Supplied entries:
* * * * * * *

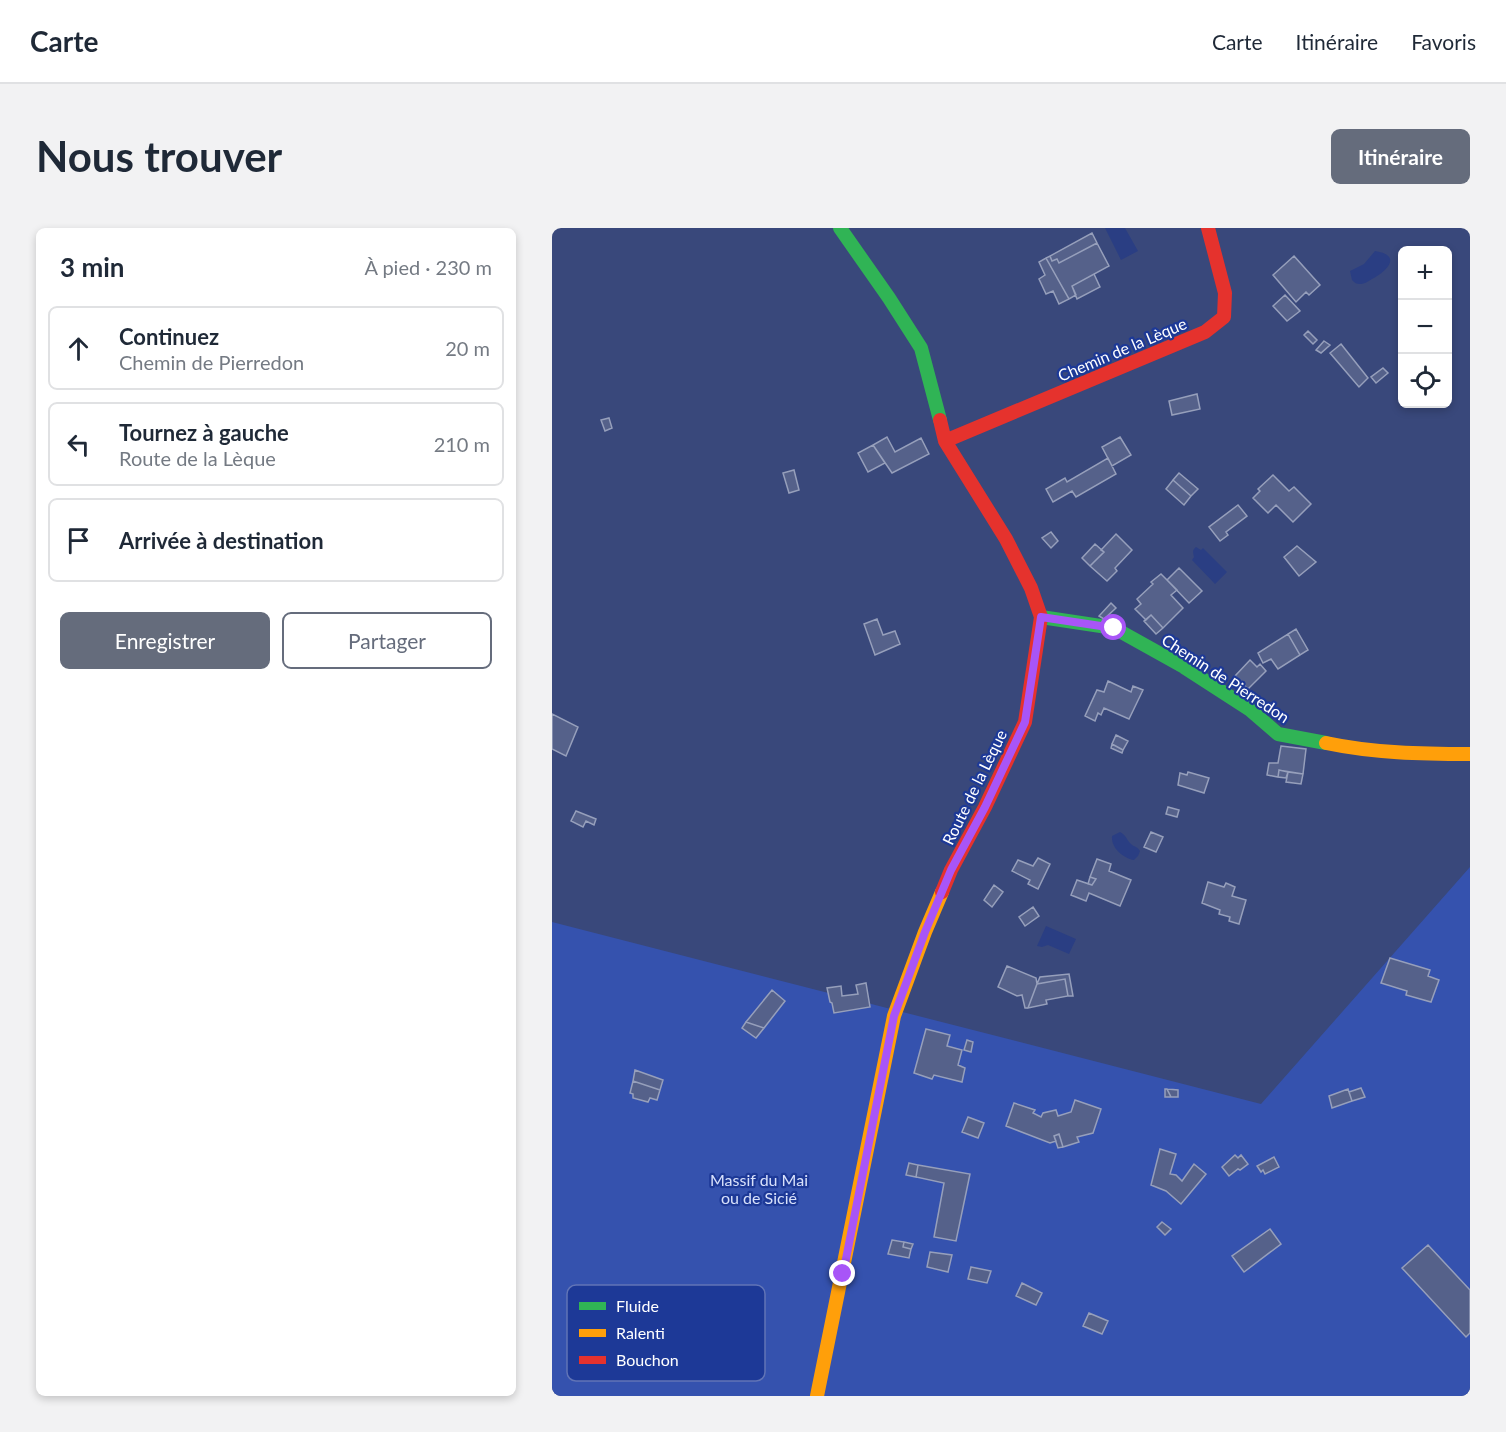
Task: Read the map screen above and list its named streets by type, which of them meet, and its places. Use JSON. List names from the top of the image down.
{
  "streets": {
    "street": ["Chemin de la Lèque", "Chemin de Pierredon", "Route de la Lèque"]
  },
  "crossings": [
    ["Chemin de la Lèque", "Route de la Lèque"],
    ["Chemin de Pierredon", "Route de la Lèque"]
  ],
  "parks": ["Massif du Mai ou de Sicié"],
  "legend": ["Fluide", "Ralenti", "Bouchon"],
  "page": {
    "header": "Carte",
    "nav": ["Carte", "Itinéraire", "Favoris"],
    "buttons": [
      "Itinéraire",
      ["Enregistrer", "Partager"]
    ],
    "title": "Nous trouver",
    "heading": ["3 min", "À pied · 230 m"],
    "map_buttons": ["+", "−"],
    "list": [
      ["Continuez", "Chemin de Pierredon", "20 m"],
      ["Tournez à gauche", "Route de la Lèque", "210 m"],
      "Arrivée à destination"
    ]
  }
}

* * * * * * *

Skipping all images, print the data above a second time exactly.

Task: Read the map screen above and list its named streets by type, which of them meet, and its places. Use JSON. List names from the top of the image down.
{
  "streets": {
    "street": ["Chemin de la Lèque", "Chemin de Pierredon", "Route de la Lèque"]
  },
  "crossings": [
    ["Chemin de la Lèque", "Route de la Lèque"],
    ["Chemin de Pierredon", "Route de la Lèque"]
  ],
  "parks": ["Massif du Mai ou de Sicié"],
  "legend": ["Fluide", "Ralenti", "Bouchon"],
  "page": {
    "header": "Carte",
    "nav": ["Carte", "Itinéraire", "Favoris"],
    "buttons": [
      "Itinéraire",
      ["Enregistrer", "Partager"]
    ],
    "title": "Nous trouver",
    "heading": ["3 min", "À pied · 230 m"],
    "map_buttons": ["+", "−"],
    "list": [
      ["Continuez", "Chemin de Pierredon", "20 m"],
      ["Tournez à gauche", "Route de la Lèque", "210 m"],
      "Arrivée à destination"
    ]
  }
}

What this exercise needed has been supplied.